##### Source material

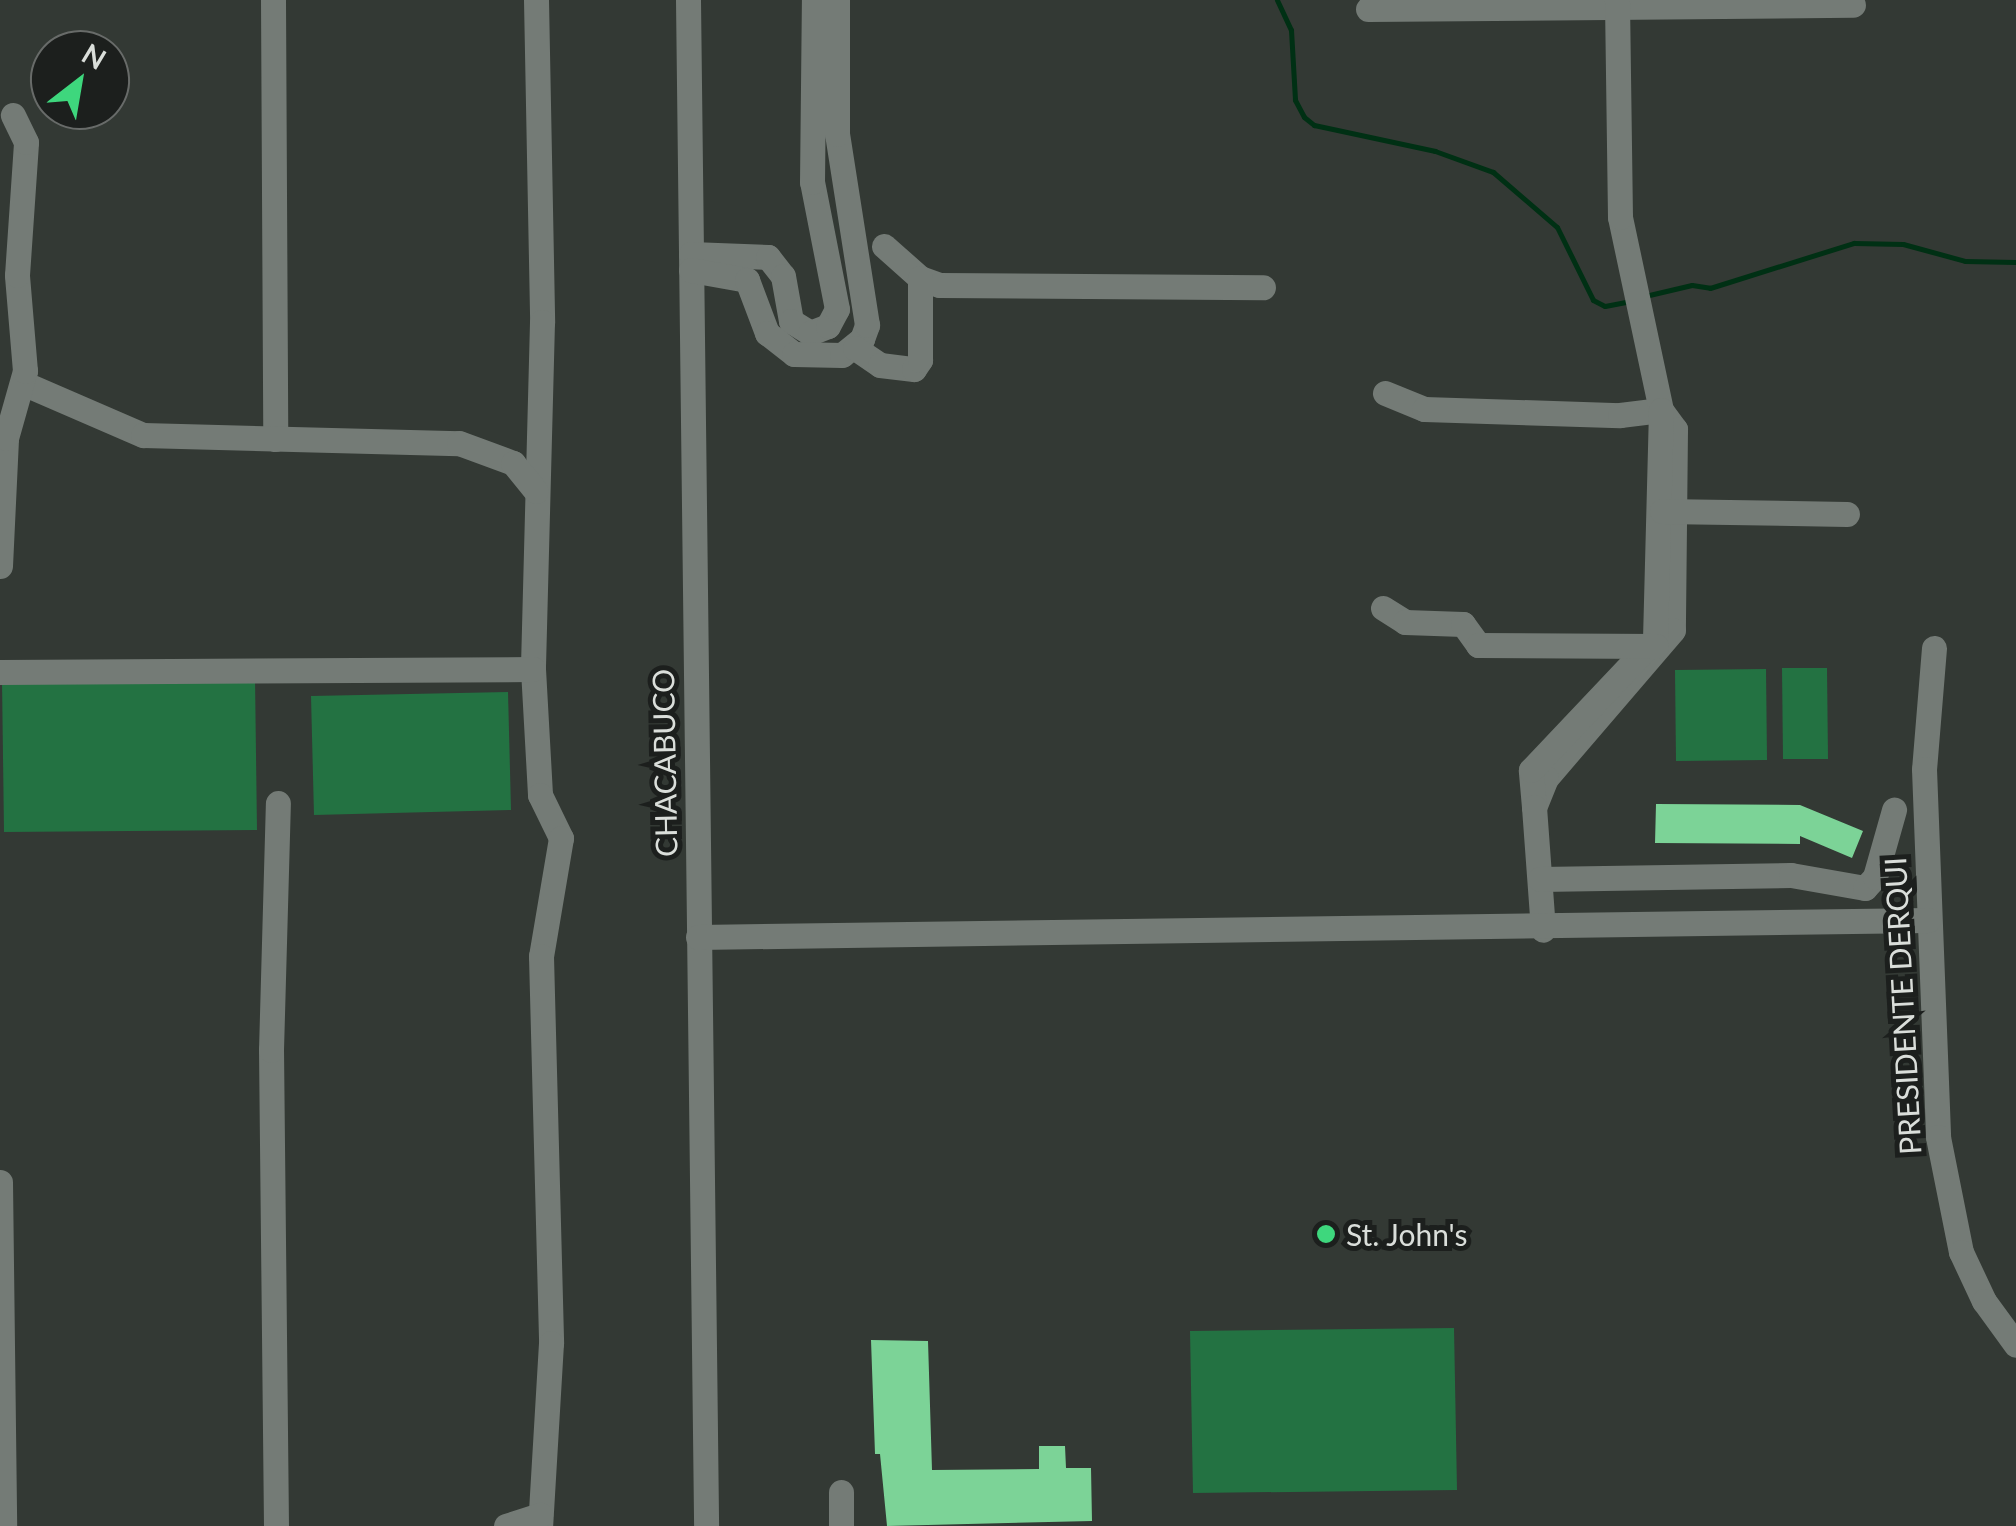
<!DOCTYPE html>
<html>
<head>
<meta charset="utf-8">
<style>
	body { margin:0 }
	#map { position:relative; width:2016px; height:1526px; overflow:hidden; background:#333934; font-family:Lato,sans-serif }
	div>[style] { position:absolute }
	.green>* { inset:0; background:#237242 }
	.stream>* { height:5px; margin:-2.5px; padding:0 2.5px; transform-origin:2.5px; border-radius:2.5px; background:#003014 }
	.building>* { inset:0; background:#7cd397 }
	.minor>* { height:25px; margin:-12.5px; padding:0 12.5px; transform-origin:12.5px; border-radius:12.5px; background:#747b76 }
	.dots>* { width:28px; height:28px; translate:-50% -50%; box-sizing:border-box; border:5px solid #1c1f1d; border-radius:50% }
	span { translate:-50% -50%; white-space:nowrap; text-align:center; line-height:1.15; -webkit-text-stroke:10px #1c1f1d; paint-order:stroke }
	.street-label { font-size:30px; color:#dadeda }
	.poi-label { font-size:30px; color:#dadeda }
	.left { translate:0 -50%; text-align:left }
	.north { position:absolute; left:30px; top:30px; width:100px; height:100px; box-sizing:border-box; background:#1c1f1d; border:2px solid #686b69; border-radius:50%; rotate:31deg; font-size:28px; font-weight:700; line-height:40px; text-align:center; color:#dadeda }
	.north::after { content:''; display:block; margin:auto; width:35px; height:45px; background:#3ed77d; clip-path:polygon(50% 0,100% 100%,50% 72%,0 100%) }
</style>
</head>
<body>
<div id="map">
	<div class="green">
		<div style="clip-path:polygon(1782px 668px,1827px 668px,1828px 759px,1783px 759px)"></div>
		<div style="clip-path:polygon(1766px 669px,1767px 760px,1676px 761px,1675px 670px)"></div>
		<div style="clip-path:polygon(255px 678px,257px 830px,4px 832px,2px 680px)"></div>
		<div style="clip-path:polygon(508px 692px,511px 810px,314px 815px,311px 696px)"></div>
		<div style="clip-path:polygon(1454px 1328px,1457px 1490px,1193px 1493px,1190px 1331px)"></div>
	</div>
	<div class="stream">
		<div style="left:1277px;top:0;width:33px;rotate:65deg"></div>
		<div style="left:1291px;top:30px;width:70px;rotate:86.7deg"></div>
		<div style="left:1295px;top:100px;width:19px;rotate:62deg"></div>
		<div style="left:1304px;top:117px;width:13px;rotate:39deg"></div>
		<div style="left:1314px;top:125px;width:124px;rotate:12.1deg"></div>
		<div style="left:1435px;top:151px;width:62px;rotate:19.9deg"></div>
		<div style="left:1493px;top:172px;width:84px;rotate:40.7deg"></div>
		<div style="left:1557px;top:227px;width:81px;rotate:63.7deg"></div>
		<div style="left:1593px;top:300px;width:13px;rotate:27deg"></div>
		<div style="left:1605px;top:306px;width:25px;rotate:-11deg"></div>
		<div style="left:1645px;top:296px;width:48px;rotate:-13.2deg"></div>
		<div style="left:1692px;top:285px;width:18px;rotate:9deg"></div>
		<div style="left:1710px;top:288px;width:151px;rotate:-17.4deg"></div>
		<div style="left:1854px;top:243px;width:49px;rotate:1.2deg"></div>
		<div style="left:1903px;top:244px;width:64px;rotate:15.3deg"></div>
		<div style="left:1965px;top:261px;width:51px;rotate:1.1deg"></div>
	</div>
	<div class="building">
		<div style="clip-path:polygon(1656px 804px,1800px 805px,1863px 831px,1852px 858px,1800px 836px,1800px 844px,1655px 843px)"></div>
		<div style="clip-path:polygon(871px 1340px,928px 1341px,932px 1470px,1039px 1469px,1039px 1446px,1065px 1446px,1066px 1468px,1091px 1468px,1092px 1521px,887px 1526px,880px 1454px,875px 1454px)"></div>
	</div>
	<div class="minor">
		<div style="left:273px;top:0;width:439px;rotate:89.7deg"></div>
		<div style="left:536px;top:0;width:322px;rotate:88.9deg"></div>
		<div style="left:542px;top:322px;width:347px;rotate:91.5deg"></div>
		<div style="left:533px;top:669px;width:126px;rotate:86.8deg"></div>
		<div style="left:540px;top:795px;width:48px;rotate:64deg"></div>
		<div style="left:561px;top:838px;width:120px;rotate:99.6deg"></div>
		<div style="left:541px;top:956px;width:387px;rotate:88.5deg"></div>
		<div style="left:551px;top:1343px;width:183px;rotate:93.4deg"></div>
		<div style="left:688px;top:0;width:1526px;rotate:89.32deg"></div>
		<div style="left:1368px;top:9px;width:485px;rotate:-0.5deg"></div>
		<div style="left:884px;top:246px;width:48px;rotate:41.6deg"></div>
		<div style="left:920px;top:278px;width:20px;rotate:20deg"></div>
		<div style="left:939px;top:285px;width:324px;rotate:0.4deg"></div>
		<div style="left:691px;top:254px;width:77px;rotate:2.2deg"></div>
		<div style="left:768px;top:257px;width:24px;rotate:52deg"></div>
		<div style="left:783px;top:276px;width:46px;rotate:79.9deg"></div>
		<div style="left:791px;top:321px;width:22px;rotate:32deg"></div>
		<div style="left:810px;top:333px;width:19px;rotate:-21deg"></div>
		<div style="left:828px;top:326px;width:19px;rotate:-62deg"></div>
		<div style="left:837px;top:309px;width:129px;rotate:-101.1deg"></div>
		<div style="left:812px;top:182px;width:182px;rotate:-89.4deg"></div>
		<div style="left:691px;top:270px;width:57px;rotate:10.1deg"></div>
		<div style="left:747px;top:280px;width:57px;rotate:69.3deg"></div>
		<div style="left:767px;top:333px;width:34px;rotate:38deg"></div>
		<div style="left:794px;top:354px;width:48px;rotate:1.2deg"></div>
		<div style="left:842px;top:355px;width:26px;rotate:-39deg"></div>
		<div style="left:862px;top:339px;width:15px;rotate:-70deg"></div>
		<div style="left:867px;top:325px;width:193px;rotate:-98.9deg"></div>
		<div style="left:837px;top:134px;width:134px;rotate:-90deg"></div>
		<div style="left:855px;top:348px;width:30px;rotate:34deg"></div>
		<div style="left:880px;top:365px;width:34px;rotate:7deg"></div>
		<div style="left:914px;top:369px;width:11px;rotate:-56deg"></div>
		<div style="left:920px;top:360px;width:82px;rotate:-90deg"></div>
		<div style="left:25px;top:384px;width:129px;rotate:23.4deg"></div>
		<div style="left:143px;top:435px;width:316px;rotate:1.5deg"></div>
		<div style="left:459px;top:443px;width:58px;rotate:20.3deg"></div>
		<div style="left:513px;top:463px;width:36px;rotate:51deg"></div>
		<div style="left:1385px;top:393px;width:42px;rotate:22.3deg"></div>
		<div style="left:1424px;top:409px;width:196px;rotate:1.8deg"></div>
		<div style="left:1620px;top:415px;width:41px;rotate:-7deg"></div>
		<div style="left:1661px;top:410px;width:197px;rotate:-102deg"></div>
		<div style="left:1620px;top:217px;width:217px;rotate:-90.8deg"></div>
		<div style="left:1661px;top:410px;width:24px;rotate:54deg"></div>
		<div style="left:1675px;top:429px;width:201px;rotate:90.6deg"></div>
		<div style="left:1673px;top:630px;width:195px;rotate:130.6deg"></div>
		<div style="left:1546px;top:778px;width:31px;rotate:112deg"></div>
		<div style="left:1534px;top:807px;width:37px;rotate:-95deg"></div>
		<div style="left:1531px;top:770px;width:180px;rotate:-46.6deg"></div>
		<div style="left:1655px;top:639px;width:229px;rotate:-88.5deg"></div>
		<div style="left:1662px;top:511px;width:185px;rotate:0.9deg"></div>
		<div style="left:0;top:566px;width:128px;rotate:-87.3deg"></div>
		<div style="left:6px;top:438px;width:70px;rotate:-74.2deg"></div>
		<div style="left:25px;top:371px;width:96px;rotate:-94.8deg"></div>
		<div style="left:17px;top:275px;width:133px;rotate:-86.1deg"></div>
		<div style="left:26px;top:142px;width:30px;rotate:-116deg"></div>
		<div style="left:1383px;top:608px;width:26px;rotate:32deg"></div>
		<div style="left:1405px;top:622px;width:58px;rotate:2deg"></div>
		<div style="left:1463px;top:624px;width:26px;rotate:54deg"></div>
		<div style="left:1478px;top:645px;width:178px;rotate:0.3deg"></div>
		<div style="left:1934px;top:648px;width:121px;rotate:94.7deg"></div>
		<div style="left:1924px;top:769px;width:368px;rotate:87.8deg"></div>
		<div style="left:1938px;top:1137px;width:117px;rotate:78.7deg"></div>
		<div style="left:1961px;top:1252px;width:54px;rotate:64.9deg"></div>
		<div style="left:1984px;top:1301px;width:54px;rotate:54deg"></div>
		<div style="left:0;top:672px;width:533px;rotate:-0.32deg"></div>
		<div style="left:1534px;top:807px;width:123px;rotate:85.8deg"></div>
		<div style="left:1540px;top:879px;width:251px;rotate:-0.9deg"></div>
		<div style="left:1791px;top:875px;width:75px;rotate:10deg"></div>
		<div style="left:1865px;top:888px;width:15px;rotate:-48deg"></div>
		<div style="left:1875px;top:877px;width:70px;rotate:-74.2deg"></div>
		<div style="left:698px;top:937px;width:1230px;rotate:-0.79deg"></div>
		<div style="left:0;top:1182px;width:344px;rotate:89.3deg"></div>
		<div style="left:276px;top:1526px;width:476px;rotate:-90.6deg"></div>
		<div style="left:271px;top:1050px;width:247px;rotate:-88.4deg"></div>
		<div style="left:506px;top:1526px;width:36px;rotate:-18deg"></div>
		<div style="left:841px;top:1526px;width:34px;rotate:-90deg"></div>
	</div>
	<div class="dots">
		<div style="left:1326px;top:1234px;background:#3ed77d"></div>
	</div>
	<div class="street-label">
		<span style="left:664px;top:763px;rotate:-91deg">CHACABUCO</span>
		<span style="left:1902px;top:1006px;rotate:-93deg">PRESIDENTE DERQUI</span>
	</div>
	<div class="poi-label">
		<span class="left" style="left:1346px;top:1234px">St. John's</span>
	</div>
	<div class="north">N</div>
</div>
</body>
</html>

##########

**What you will do**
Every line holding the word "align" should be copied out of the records above.

**Exercise response**
	span { translate:-50% -50%; white-space:nowrap; text-align:center; line-height:1.15; -webkit-text-stroke:10px #1c1f1d; paint-order:stroke }
	.left { translate:0 -50%; text-align:left }
	.north { position:absolute; left:30px; top:30px; width:100px; height:100px; box-sizing:border-box; background:#1c1f1d; border:2px solid #686b69; border-radius:50%; rotate:31deg; font-size:28px; font-weight:700; line-height:40px; text-align:center; color:#dadeda }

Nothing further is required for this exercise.